[Start of section]
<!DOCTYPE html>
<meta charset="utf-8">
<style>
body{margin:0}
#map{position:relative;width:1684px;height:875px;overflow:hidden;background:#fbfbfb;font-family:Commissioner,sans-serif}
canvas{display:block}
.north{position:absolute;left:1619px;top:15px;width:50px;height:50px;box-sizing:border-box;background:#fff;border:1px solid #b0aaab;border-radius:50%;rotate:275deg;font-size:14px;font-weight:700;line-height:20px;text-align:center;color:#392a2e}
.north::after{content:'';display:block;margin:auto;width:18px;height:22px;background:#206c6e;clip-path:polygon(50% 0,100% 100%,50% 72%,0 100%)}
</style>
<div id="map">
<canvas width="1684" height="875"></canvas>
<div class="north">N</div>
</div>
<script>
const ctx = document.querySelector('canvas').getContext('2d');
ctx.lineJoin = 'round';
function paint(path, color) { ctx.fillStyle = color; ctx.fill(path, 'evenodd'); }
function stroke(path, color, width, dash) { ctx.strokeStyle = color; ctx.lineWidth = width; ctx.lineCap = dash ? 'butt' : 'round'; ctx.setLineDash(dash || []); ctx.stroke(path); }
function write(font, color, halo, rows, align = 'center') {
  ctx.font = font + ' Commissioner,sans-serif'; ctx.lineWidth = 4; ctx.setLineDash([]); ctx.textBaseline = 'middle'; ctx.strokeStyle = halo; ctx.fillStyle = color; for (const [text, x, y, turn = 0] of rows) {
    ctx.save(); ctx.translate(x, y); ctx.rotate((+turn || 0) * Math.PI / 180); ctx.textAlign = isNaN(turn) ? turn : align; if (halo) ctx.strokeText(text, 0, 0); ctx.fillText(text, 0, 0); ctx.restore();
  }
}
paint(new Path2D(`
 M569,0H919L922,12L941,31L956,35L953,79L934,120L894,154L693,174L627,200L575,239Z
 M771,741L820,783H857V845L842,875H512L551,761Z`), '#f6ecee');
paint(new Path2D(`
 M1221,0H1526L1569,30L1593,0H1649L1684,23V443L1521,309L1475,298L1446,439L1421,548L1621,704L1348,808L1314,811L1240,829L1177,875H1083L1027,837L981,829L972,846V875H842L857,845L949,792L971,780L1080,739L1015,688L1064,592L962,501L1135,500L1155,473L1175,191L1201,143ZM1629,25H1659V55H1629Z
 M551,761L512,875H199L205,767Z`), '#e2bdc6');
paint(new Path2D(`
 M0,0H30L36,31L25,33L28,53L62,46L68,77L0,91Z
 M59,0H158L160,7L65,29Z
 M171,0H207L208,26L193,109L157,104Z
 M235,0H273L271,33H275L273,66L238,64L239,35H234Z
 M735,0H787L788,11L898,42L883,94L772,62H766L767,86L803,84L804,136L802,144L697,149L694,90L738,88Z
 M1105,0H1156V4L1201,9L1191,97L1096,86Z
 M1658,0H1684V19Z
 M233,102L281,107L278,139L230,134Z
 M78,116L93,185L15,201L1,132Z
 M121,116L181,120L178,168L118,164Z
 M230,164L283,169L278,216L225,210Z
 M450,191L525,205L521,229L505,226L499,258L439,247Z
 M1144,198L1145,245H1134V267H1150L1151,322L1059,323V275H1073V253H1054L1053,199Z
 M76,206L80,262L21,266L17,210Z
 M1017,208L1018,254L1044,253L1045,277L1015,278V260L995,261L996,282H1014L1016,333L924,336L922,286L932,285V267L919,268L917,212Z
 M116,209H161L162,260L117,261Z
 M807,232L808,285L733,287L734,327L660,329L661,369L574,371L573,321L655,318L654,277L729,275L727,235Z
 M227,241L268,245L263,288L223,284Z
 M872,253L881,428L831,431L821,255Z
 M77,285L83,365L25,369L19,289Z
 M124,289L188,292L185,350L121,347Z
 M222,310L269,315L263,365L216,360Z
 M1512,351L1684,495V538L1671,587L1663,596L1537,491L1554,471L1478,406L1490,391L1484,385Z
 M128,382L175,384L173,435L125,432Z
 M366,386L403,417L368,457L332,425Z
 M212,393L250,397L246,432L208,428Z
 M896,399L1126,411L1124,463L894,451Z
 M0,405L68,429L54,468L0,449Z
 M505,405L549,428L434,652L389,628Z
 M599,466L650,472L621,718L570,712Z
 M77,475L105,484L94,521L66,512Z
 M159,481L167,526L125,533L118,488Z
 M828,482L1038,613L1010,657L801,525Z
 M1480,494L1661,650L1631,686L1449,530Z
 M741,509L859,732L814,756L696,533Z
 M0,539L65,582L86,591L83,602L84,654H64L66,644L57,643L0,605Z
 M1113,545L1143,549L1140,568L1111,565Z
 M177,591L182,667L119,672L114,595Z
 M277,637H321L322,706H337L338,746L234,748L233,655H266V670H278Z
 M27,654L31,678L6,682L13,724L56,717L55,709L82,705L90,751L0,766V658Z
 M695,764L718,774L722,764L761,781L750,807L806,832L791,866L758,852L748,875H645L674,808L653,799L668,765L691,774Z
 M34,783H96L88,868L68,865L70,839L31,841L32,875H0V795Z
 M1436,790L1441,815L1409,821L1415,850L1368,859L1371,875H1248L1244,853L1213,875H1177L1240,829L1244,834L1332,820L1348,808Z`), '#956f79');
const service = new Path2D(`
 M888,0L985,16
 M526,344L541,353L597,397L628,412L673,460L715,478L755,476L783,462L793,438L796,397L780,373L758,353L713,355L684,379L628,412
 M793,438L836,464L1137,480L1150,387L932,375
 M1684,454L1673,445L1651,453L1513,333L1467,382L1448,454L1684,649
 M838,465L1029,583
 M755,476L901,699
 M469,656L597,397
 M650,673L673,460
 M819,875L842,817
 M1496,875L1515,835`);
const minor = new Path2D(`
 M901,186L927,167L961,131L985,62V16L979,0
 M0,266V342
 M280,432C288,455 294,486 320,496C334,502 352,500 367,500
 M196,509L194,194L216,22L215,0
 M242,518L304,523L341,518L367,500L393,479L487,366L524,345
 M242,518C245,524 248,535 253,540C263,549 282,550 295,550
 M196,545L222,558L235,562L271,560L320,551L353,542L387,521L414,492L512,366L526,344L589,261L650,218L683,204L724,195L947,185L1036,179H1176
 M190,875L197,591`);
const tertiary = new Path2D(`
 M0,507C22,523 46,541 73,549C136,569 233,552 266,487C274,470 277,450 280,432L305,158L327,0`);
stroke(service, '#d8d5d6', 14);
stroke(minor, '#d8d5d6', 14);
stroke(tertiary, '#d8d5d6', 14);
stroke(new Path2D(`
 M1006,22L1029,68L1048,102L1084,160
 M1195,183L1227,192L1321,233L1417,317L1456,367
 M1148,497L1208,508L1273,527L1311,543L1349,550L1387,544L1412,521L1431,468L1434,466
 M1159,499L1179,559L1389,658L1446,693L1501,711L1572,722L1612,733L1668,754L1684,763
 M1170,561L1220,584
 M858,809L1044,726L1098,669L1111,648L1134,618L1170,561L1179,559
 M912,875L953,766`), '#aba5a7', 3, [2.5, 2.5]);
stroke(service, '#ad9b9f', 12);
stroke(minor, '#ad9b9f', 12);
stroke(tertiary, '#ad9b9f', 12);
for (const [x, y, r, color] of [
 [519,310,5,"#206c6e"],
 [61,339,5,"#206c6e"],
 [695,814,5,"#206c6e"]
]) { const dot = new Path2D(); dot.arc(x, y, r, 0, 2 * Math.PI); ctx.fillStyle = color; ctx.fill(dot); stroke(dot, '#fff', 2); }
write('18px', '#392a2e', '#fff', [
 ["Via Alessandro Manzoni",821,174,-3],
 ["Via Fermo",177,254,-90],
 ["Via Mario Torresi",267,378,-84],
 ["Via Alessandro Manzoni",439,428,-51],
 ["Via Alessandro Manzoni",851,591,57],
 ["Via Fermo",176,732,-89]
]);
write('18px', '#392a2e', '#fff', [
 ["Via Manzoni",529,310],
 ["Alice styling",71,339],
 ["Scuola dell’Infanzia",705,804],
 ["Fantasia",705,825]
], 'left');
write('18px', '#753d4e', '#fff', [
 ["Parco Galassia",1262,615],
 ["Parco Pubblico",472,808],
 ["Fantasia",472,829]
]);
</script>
[End of section]
* Assigned task *
What is asked for is an exact copy of the lines above from the one containing "M59,0H158L160,7L65,29Z" through the one containing "M76,206L80,262L21,266L17,210Z", and only those.

* Response below *
 M59,0H158L160,7L65,29Z
 M171,0H207L208,26L193,109L157,104Z
 M235,0H273L271,33H275L273,66L238,64L239,35H234Z
 M735,0H787L788,11L898,42L883,94L772,62H766L767,86L803,84L804,136L802,144L697,149L694,90L738,88Z
 M1105,0H1156V4L1201,9L1191,97L1096,86Z
 M1658,0H1684V19Z
 M233,102L281,107L278,139L230,134Z
 M78,116L93,185L15,201L1,132Z
 M121,116L181,120L178,168L118,164Z
 M230,164L283,169L278,216L225,210Z
 M450,191L525,205L521,229L505,226L499,258L439,247Z
 M1144,198L1145,245H1134V267H1150L1151,322L1059,323V275H1073V253H1054L1053,199Z
 M76,206L80,262L21,266L17,210Z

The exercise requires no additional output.